◆ RECORDS PROVIDED ◆
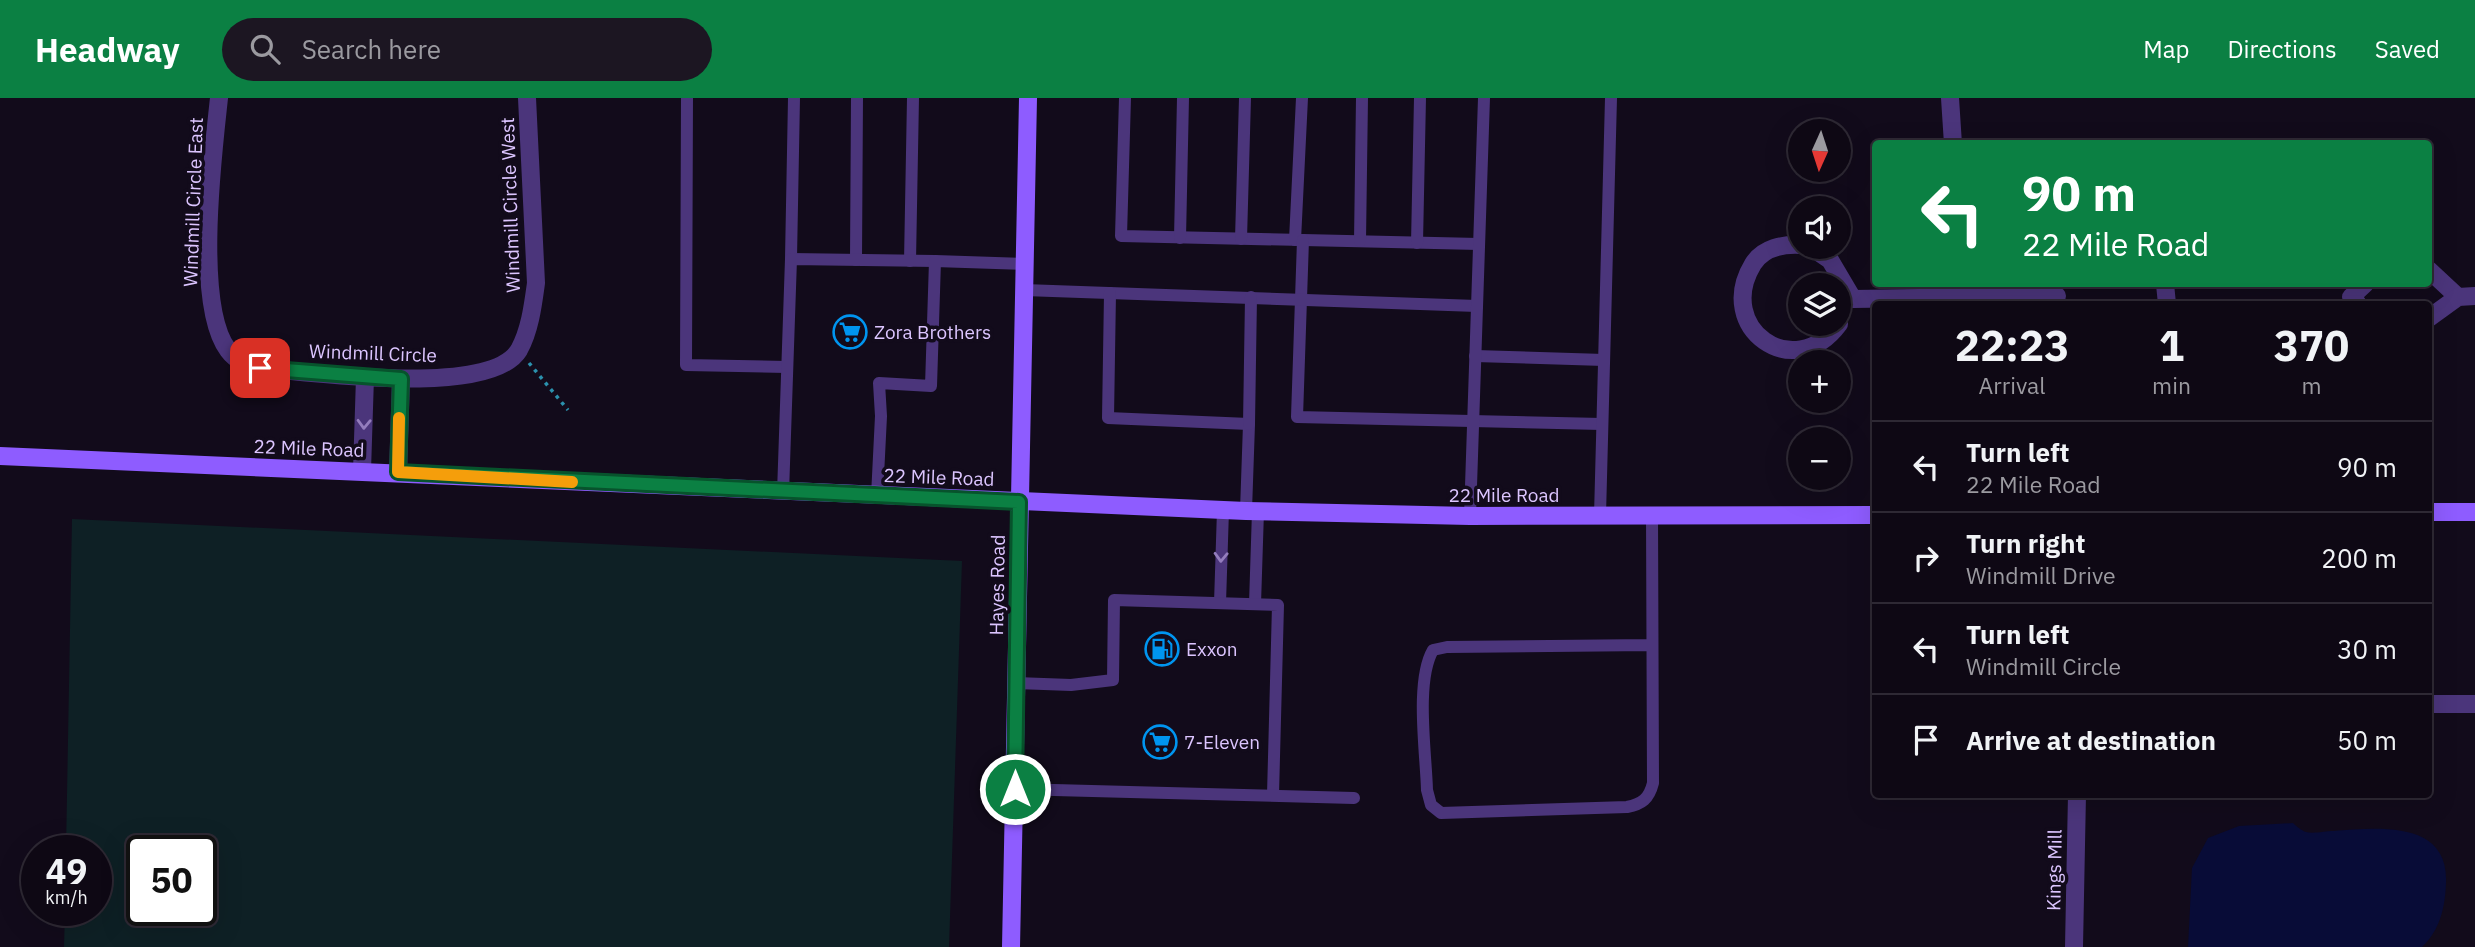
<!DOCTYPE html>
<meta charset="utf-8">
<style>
:root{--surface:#0e0814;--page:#1c1622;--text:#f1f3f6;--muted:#9b9aa0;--line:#2e2934;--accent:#0b8043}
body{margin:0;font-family:"IBM Plex Sans",sans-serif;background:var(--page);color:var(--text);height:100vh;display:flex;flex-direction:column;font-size:26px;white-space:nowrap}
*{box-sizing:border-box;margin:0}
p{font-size:23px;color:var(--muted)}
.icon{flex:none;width:38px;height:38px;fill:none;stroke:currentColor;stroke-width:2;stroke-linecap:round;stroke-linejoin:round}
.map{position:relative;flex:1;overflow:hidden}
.sheet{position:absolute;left:1872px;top:203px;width:560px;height:497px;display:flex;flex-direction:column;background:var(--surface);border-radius:7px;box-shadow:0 7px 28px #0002,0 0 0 2px var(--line)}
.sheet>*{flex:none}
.guide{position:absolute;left:1872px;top:42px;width:560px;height:147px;border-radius:7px;box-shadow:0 7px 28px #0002,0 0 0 2px var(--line);background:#0b8043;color:#fff;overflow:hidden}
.needle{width:46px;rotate:183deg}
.controls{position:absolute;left:1788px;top:21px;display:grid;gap:14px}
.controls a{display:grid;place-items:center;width:63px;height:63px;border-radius:50%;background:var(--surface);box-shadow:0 7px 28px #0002,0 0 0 2px var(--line);font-size:35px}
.speed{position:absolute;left:21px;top:737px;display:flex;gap:14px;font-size:35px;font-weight:700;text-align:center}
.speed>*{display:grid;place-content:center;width:91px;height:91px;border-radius:50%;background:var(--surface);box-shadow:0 7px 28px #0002,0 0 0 2px var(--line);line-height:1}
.speed small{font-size:18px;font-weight:400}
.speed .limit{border:4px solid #111;border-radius:10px;background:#fff;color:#111}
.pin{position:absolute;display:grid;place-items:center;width:60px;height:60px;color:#fff;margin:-30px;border-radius:14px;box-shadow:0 4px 10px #0006}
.me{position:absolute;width:77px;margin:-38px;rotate:0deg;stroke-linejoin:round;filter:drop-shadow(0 0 5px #0008)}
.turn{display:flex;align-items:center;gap:24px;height:147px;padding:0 35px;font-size:32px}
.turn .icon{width:91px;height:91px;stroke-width:2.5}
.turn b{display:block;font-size:49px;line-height:60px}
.eta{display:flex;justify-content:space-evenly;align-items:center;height:119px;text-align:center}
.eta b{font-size:42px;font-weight:700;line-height:49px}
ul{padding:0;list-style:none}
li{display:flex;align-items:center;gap:21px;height:91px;padding:0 35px;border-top:2px solid var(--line)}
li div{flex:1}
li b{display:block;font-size:26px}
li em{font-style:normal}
header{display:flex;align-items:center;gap:42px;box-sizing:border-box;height:98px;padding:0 35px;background:var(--accent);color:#fff}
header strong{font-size:33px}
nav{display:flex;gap:38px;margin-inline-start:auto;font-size:24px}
.search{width:490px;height:63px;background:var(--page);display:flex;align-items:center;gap:18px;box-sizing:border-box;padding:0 24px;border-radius:38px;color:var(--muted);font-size:26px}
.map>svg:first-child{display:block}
.green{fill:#0e2025;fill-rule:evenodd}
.water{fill:#080c37}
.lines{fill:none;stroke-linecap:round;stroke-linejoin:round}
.path{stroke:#2b91ad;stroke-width:3.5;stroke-dasharray:3.5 5;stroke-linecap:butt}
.lane{stroke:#4b357b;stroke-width:12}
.street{stroke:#4b357b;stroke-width:18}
.secondary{stroke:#8e5cff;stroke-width:18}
.oneway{stroke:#947dbd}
.route-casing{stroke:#07532c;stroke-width:18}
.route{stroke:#0b8043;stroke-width:12}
.slow{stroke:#f59e0b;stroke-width:12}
.labels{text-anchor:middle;stroke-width:7;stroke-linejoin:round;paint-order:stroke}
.street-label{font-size:19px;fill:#dcc5ff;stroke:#120b1b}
.poi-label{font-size:19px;fill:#dcc5ff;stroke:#120b1b;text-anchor:start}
</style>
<header>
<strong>Headway</strong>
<div class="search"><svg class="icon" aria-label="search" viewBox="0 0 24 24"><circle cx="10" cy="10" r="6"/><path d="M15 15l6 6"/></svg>Search here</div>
<nav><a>Map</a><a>Directions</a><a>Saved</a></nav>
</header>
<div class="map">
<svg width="2475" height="849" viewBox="0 0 2475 849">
<rect width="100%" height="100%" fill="#120b1b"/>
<path class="green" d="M72,421l890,42 -13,386h-885l1,-37h31v-60h-30zM201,752v60h-59v-60z"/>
<path class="water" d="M2293,725c3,3 9,8 13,9 7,2 20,-1 27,-1 43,-3 116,-12 113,52 -1,25 -6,47 -24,64h-234l4,-79 16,-30 31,-12z"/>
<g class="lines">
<path class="path" d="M529,265l39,47"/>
<g class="lane">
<path d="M687,0l-1,267 101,2"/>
<path d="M1125,0l-4,138 358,8"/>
<path d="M1180,140l3,-140"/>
<path d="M1241,141l4,-141"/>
<path d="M1295,142l7,-142"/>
<path d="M1303,142l-6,177 305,7"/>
<path d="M1360,143l2,-143"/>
<path d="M1417,145l3,-145"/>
<path d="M791,161l3,-161"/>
<path d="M856,162l1,-162"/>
<path d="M910,163l3,-163"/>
<path d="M1024,192l453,16"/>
<path d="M1110,195l-2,125 141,6 -3,87"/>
<path d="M1475,258l129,4"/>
<path d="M1249,326l2,-127"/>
<path d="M783,395l8,-234 144,2"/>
<path d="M877,398l4,-80 -2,-33 52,3 4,-125 90,3"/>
<path d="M1470,418l14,-418"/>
<path d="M1600,418l11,-418"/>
<path d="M1220,505l3,-93"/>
<path d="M1255,506l3,-93"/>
<path d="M1651,547l-204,2 -14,3c-18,31 -7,103 -6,140l4,15 10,8 186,-6c15,-3 22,-8 26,-24l-1,-267"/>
<path d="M1016,585l55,2 42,-5 1,-80 164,5 -5,190"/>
<path d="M1015,691l339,9"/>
</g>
<g class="street">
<path d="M219,0c-6,56 -25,207 9,252 8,11 18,14 32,18 51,4 230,30 259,-18 11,-20 14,-45 17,-67l-9,-185"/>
<path d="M1950,0l3,46"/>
<path d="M1801,147c-18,-1 -38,3 -48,19 -39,64 41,121 86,60"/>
<path d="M1811,149l19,13 23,39"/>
<path d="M2429,172l29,27"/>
<path d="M2165,186l2,20"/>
<path d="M1853,201l204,-3"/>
<path d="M2358,206l-7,-7 14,-13"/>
<path d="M2429,220l29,-21 17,-1"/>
<path d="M362,373l3,-94"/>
<path d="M398,375l3,-94"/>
<path d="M2429,606h46"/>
<path d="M2074,849l3,-153"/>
</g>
<g class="secondary">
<path d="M0,358l1246,55 224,5 406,-1"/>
<path d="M2429,414h46"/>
<path d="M1011,849l17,-849"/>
</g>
</g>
<defs><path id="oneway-chevron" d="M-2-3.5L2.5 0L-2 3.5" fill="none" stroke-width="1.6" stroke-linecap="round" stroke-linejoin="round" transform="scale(1.75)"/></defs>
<g class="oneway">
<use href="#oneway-chevron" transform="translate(364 326) rotate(92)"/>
<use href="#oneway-chevron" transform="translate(1221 459) rotate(92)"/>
</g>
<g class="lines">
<defs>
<path id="route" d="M260,270l141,11 -3,93 621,30 -4,287"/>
</defs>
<use href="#route" class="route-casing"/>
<use href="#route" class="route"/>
<path class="slow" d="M399,320l-1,54 174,10"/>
</g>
<defs>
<symbol id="supermarket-ring" viewBox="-11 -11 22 22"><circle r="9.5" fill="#120b1b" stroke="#0095f0" stroke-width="1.5"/><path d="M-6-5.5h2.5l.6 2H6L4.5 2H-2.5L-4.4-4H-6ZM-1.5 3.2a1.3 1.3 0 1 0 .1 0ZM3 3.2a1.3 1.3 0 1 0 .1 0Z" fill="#0095f0"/></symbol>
<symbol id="fuel-ring" viewBox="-11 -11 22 22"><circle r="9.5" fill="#120b1b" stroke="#0095f0" stroke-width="1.5"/><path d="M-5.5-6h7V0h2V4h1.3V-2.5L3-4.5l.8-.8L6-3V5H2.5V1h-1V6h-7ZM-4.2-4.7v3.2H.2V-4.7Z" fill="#0095f0"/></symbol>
</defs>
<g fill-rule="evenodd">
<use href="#supermarket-ring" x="831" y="215" width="38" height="38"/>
<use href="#fuel-ring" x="1143" y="532" width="38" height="38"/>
<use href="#supermarket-ring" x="1141" y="625" width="38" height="38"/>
</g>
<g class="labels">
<g class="street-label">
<text transform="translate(193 104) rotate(-88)" y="7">Windmill Circle East</text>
<text transform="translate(510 107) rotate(-92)" y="7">Windmill Circle West</text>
<text transform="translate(373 255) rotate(2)" y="7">Windmill Circle</text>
<text transform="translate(309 350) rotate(2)" y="7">22 Mile Road</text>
<text transform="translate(939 379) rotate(2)" y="7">22 Mile Road</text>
<text x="1504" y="404">22 Mile Road</text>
<text transform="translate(997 487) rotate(-89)" y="7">Hayes Road</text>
<text transform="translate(2054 772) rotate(-89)" y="7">Kings Mill</text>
</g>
<g class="poi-label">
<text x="874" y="241">Zora Brothers</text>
<text x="1186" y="558">Exxon</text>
<text x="1184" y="651">7-Eleven</text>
</g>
</g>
</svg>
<div class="controls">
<a><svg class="needle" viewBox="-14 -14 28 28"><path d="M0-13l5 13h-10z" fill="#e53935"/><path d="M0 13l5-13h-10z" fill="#9b9aa0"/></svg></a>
<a><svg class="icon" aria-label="sound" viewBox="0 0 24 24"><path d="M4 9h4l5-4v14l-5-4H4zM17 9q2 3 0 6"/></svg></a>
<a><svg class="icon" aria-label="layers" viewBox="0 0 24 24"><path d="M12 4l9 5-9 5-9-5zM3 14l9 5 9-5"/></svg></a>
<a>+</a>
<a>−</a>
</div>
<div class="speed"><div>49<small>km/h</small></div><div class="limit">50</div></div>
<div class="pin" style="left:260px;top:270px;background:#d93025"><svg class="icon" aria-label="arrive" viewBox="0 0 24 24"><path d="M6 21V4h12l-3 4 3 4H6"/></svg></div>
<svg class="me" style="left:1015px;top:691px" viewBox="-20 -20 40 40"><circle r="17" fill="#0b8043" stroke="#fff" stroke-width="3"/><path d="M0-11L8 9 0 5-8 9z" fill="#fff"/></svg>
<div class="guide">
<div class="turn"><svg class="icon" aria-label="left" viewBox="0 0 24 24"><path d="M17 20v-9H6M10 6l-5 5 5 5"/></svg><div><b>90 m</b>22 Mile Road</div></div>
</div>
<section class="sheet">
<div class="eta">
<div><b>22:23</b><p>Arrival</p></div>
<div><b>1</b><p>min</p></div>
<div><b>370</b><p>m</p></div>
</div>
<ul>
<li><svg class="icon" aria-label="left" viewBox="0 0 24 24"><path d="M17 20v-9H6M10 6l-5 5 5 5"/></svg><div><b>Turn left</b><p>22 Mile Road</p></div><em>90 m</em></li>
<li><svg class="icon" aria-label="right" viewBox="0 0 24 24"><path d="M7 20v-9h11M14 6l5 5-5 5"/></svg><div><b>Turn right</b><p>Windmill Drive</p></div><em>200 m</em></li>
<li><svg class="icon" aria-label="left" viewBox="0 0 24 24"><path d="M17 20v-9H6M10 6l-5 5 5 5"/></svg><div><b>Turn left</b><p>Windmill Circle</p></div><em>30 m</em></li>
<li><svg class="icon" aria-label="arrive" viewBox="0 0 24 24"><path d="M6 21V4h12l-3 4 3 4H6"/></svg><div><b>Arrive at destination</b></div><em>50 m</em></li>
</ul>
</section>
</div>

◆ YOUR TASK ◆
Some lines above contain the word "small". Copy each of them.

◆ ANSWER TO THIS PROBLEM ◆
.speed small{font-size:18px;font-weight:400}
<div class="speed"><div>49<small>km/h</small></div><div class="limit">50</div></div>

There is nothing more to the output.